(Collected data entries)
..............................

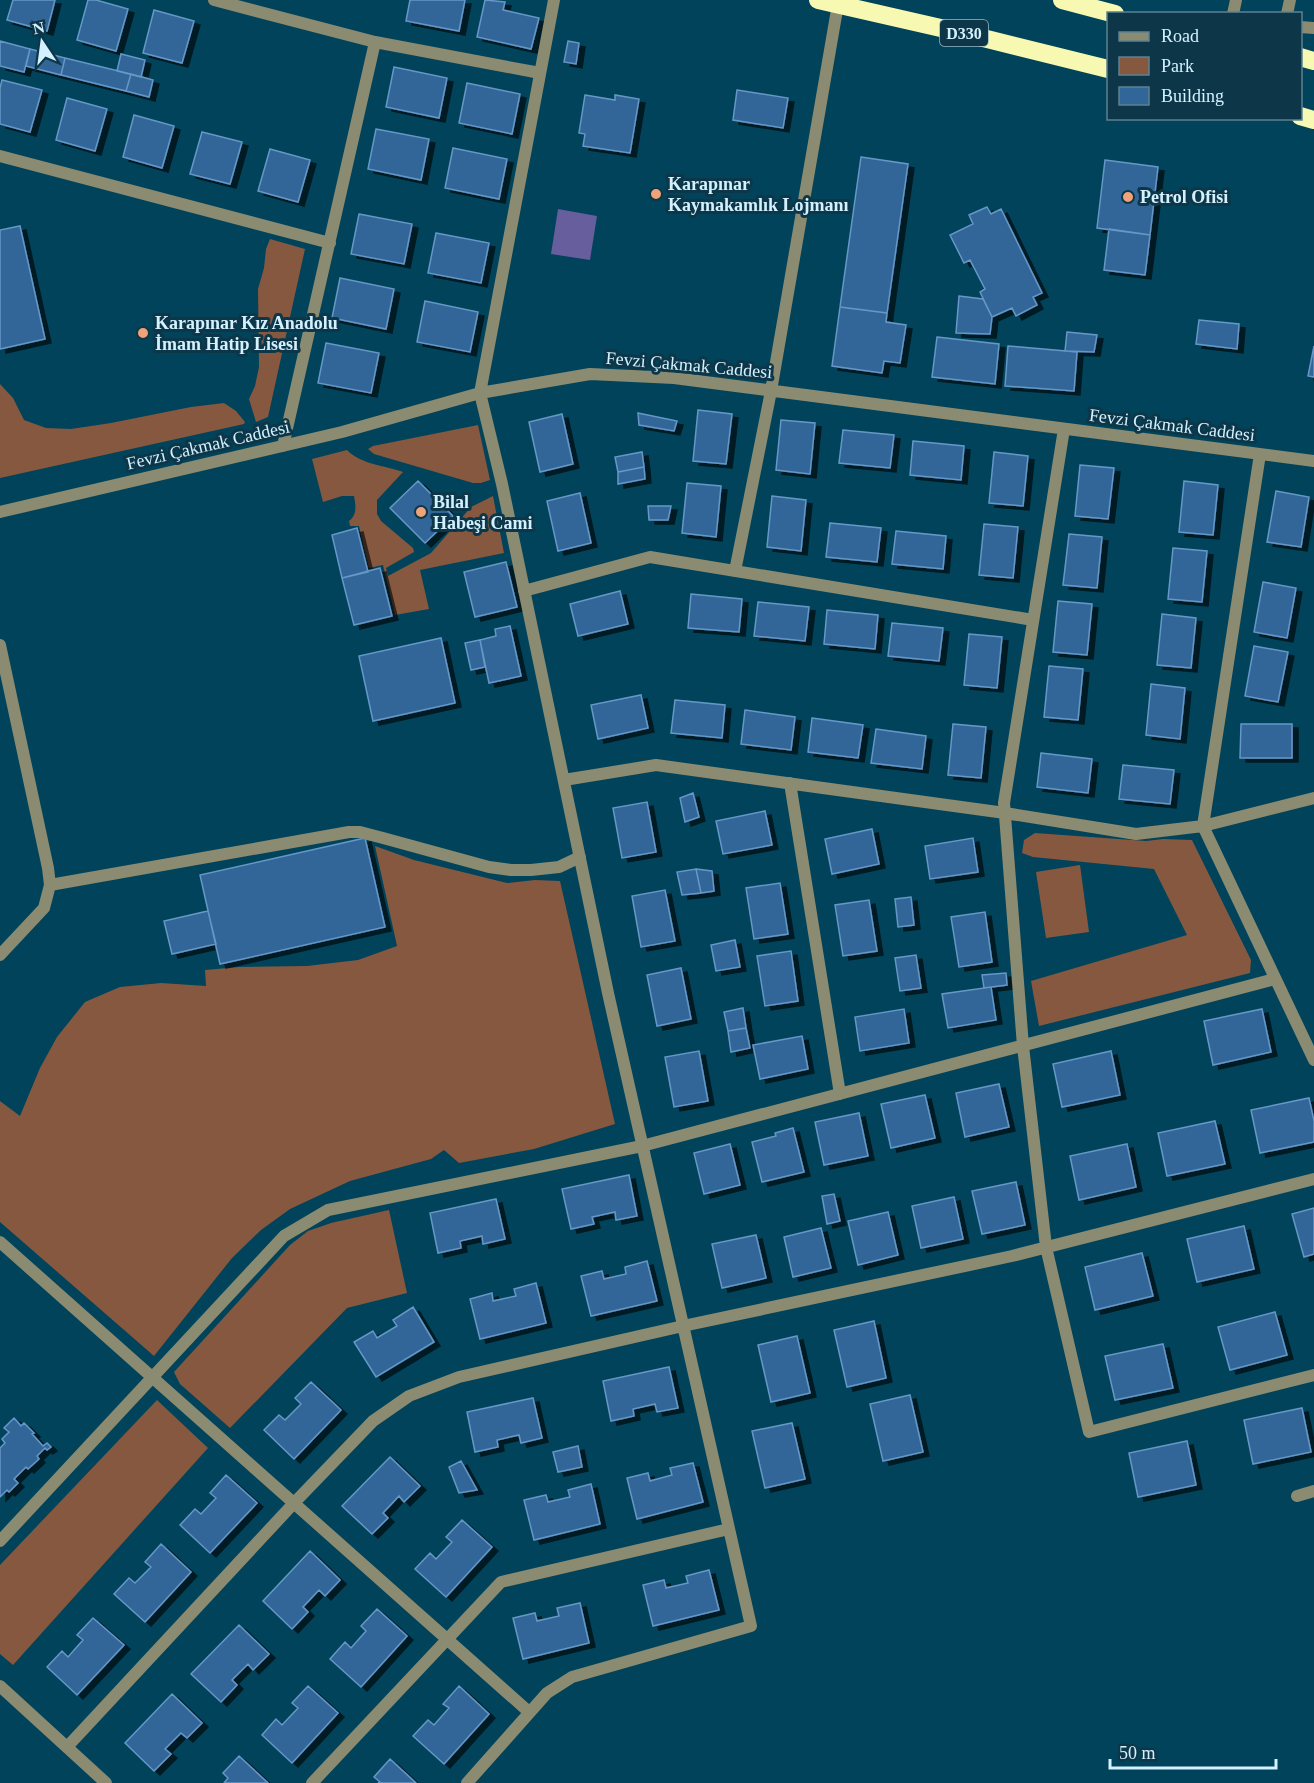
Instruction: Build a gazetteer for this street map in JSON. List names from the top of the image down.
{
  "streets": {
    "highway": ["D330"],
    "street": ["Fevzi Çakmak Caddesi"]
  },
  "places": [
    "Karapınar Kaymakamlık Lojmanı",
    "Petrol Ofisi",
    "Karapınar Kız Anadolu İmam Hatip Lisesi",
    "Bilal Habeşi Cami"
  ],
  "legend": ["Road", "Park", "Building"],
  "scale_bar": "50 m",
  "north": "top"
}
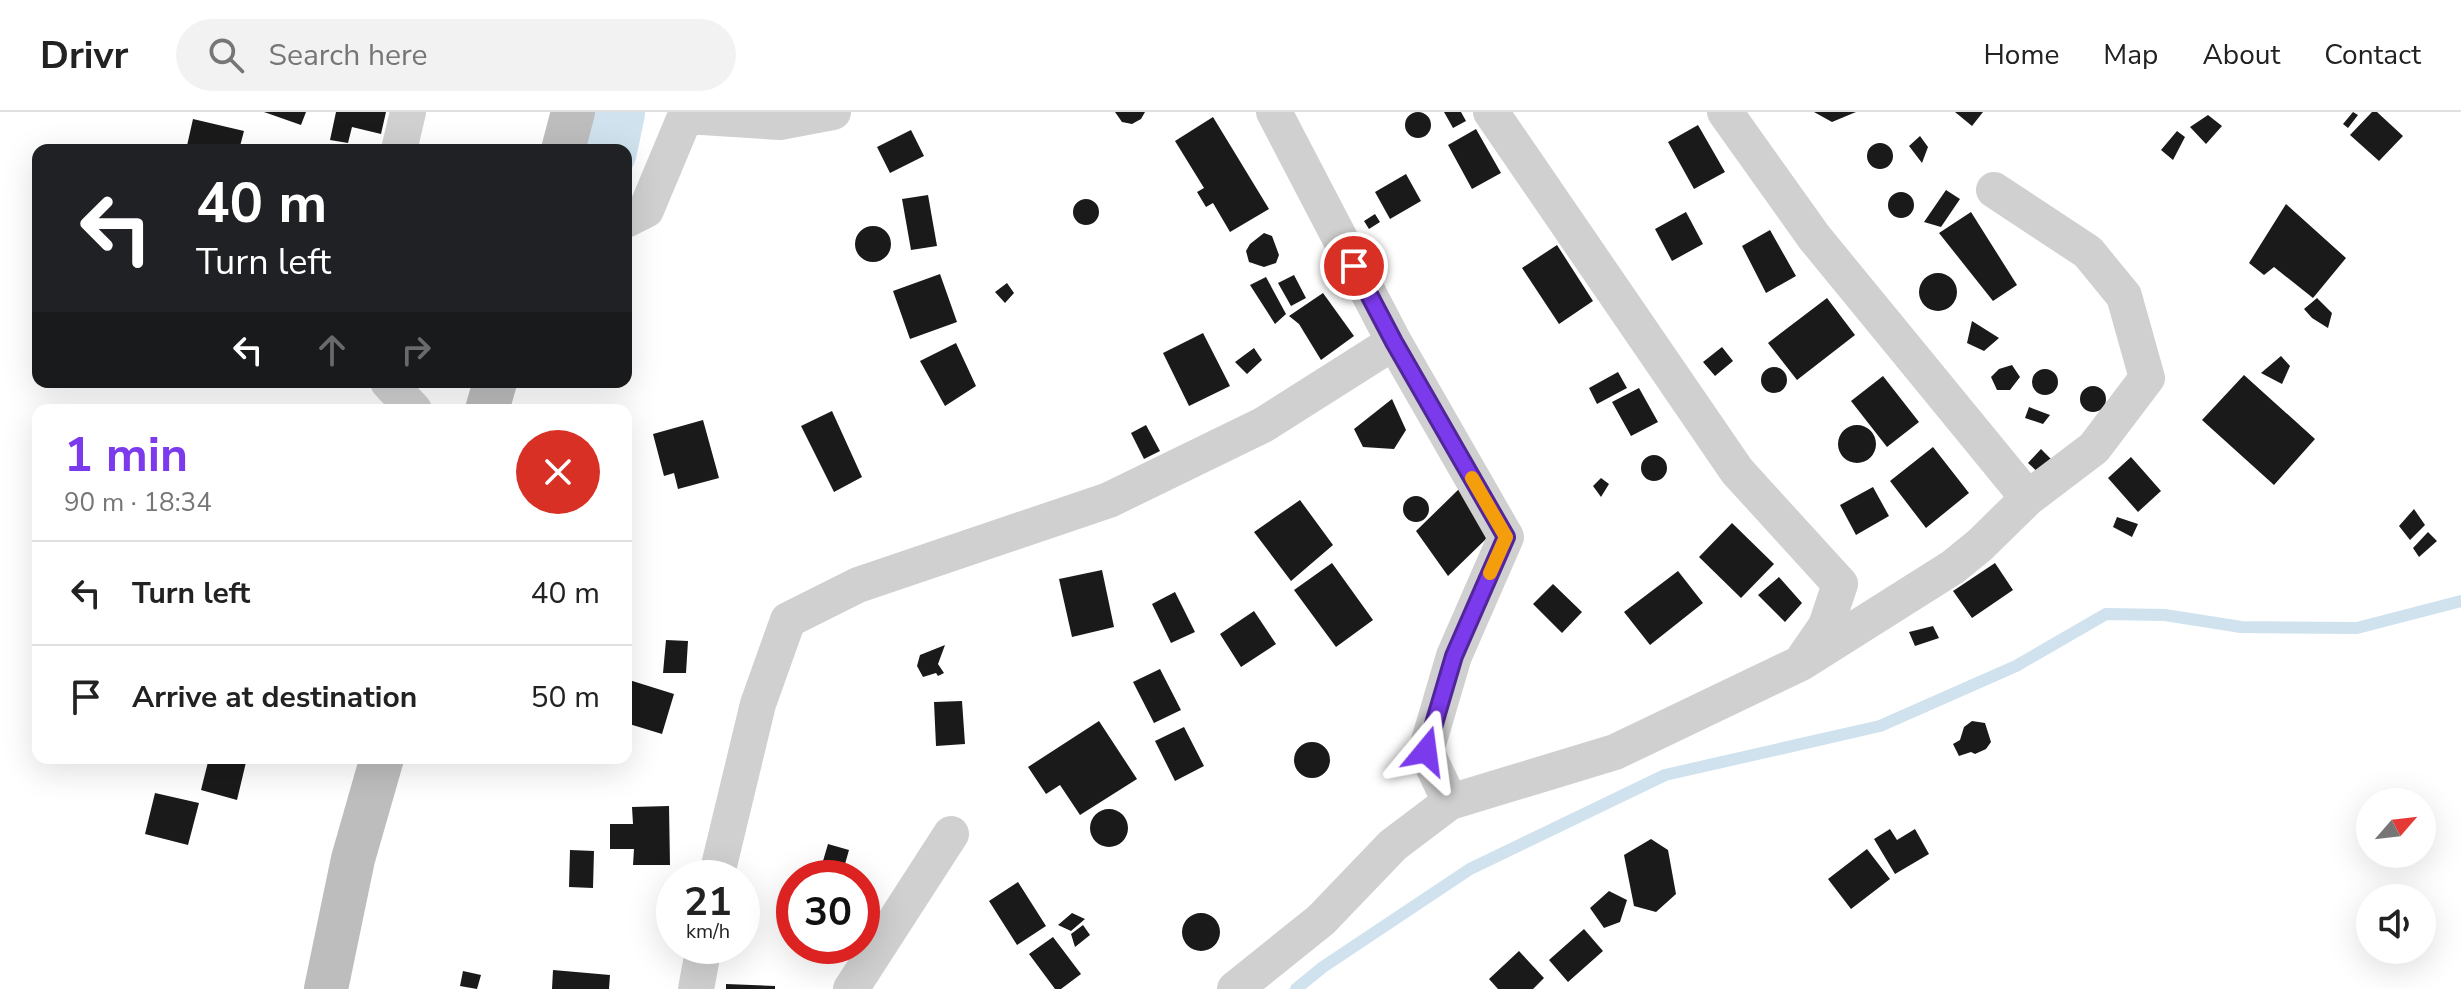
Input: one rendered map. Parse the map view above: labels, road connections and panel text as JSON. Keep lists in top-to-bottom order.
{
  "north": "top right",
  "page": {
    "header": "Drivr",
    "search": "Search here",
    "nav": [
      "Home",
      "Map",
      "About",
      "Contact"
    ],
    "turn": ["40 m", "Turn left"],
    "heading": ["1 min", "90 m · 18:34"],
    "list": [
      {
        "name": "Turn left",
        "value": "40 m"
      },
      {
        "name": "Arrive at destination",
        "value": "50 m"
      }
    ],
    "speed": "21 km/h",
    "limit": "30"
  }
}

..............................

- _Problem to work on_
Write out each line of the data exactly; the images should be left out.

- _Answer to this problem_
Instruction: Build a gazetteer for this street map in JSON. List names from the top of the image down.
{
  "streets": {
    "highway": ["D330"],
    "street": ["Fevzi Çakmak Caddesi"]
  },
  "places": [
    "Karapınar Kaymakamlık Lojmanı",
    "Petrol Ofisi",
    "Karapınar Kız Anadolu İmam Hatip Lisesi",
    "Bilal Habeşi Cami"
  ],
  "legend": ["Road", "Park", "Building"],
  "scale_bar": "50 m",
  "north": "top"
}
Input: one rendered map. Parse the map view above: labels, road connections and panel text as JSON. Keep lists in top-to-bottom order.
{
  "north": "top right",
  "page": {
    "header": "Drivr",
    "search": "Search here",
    "nav": [
      "Home",
      "Map",
      "About",
      "Contact"
    ],
    "turn": ["40 m", "Turn left"],
    "heading": ["1 min", "90 m · 18:34"],
    "list": [
      {
        "name": "Turn left",
        "value": "40 m"
      },
      {
        "name": "Arrive at destination",
        "value": "50 m"
      }
    ],
    "speed": "21 km/h",
    "limit": "30"
  }
}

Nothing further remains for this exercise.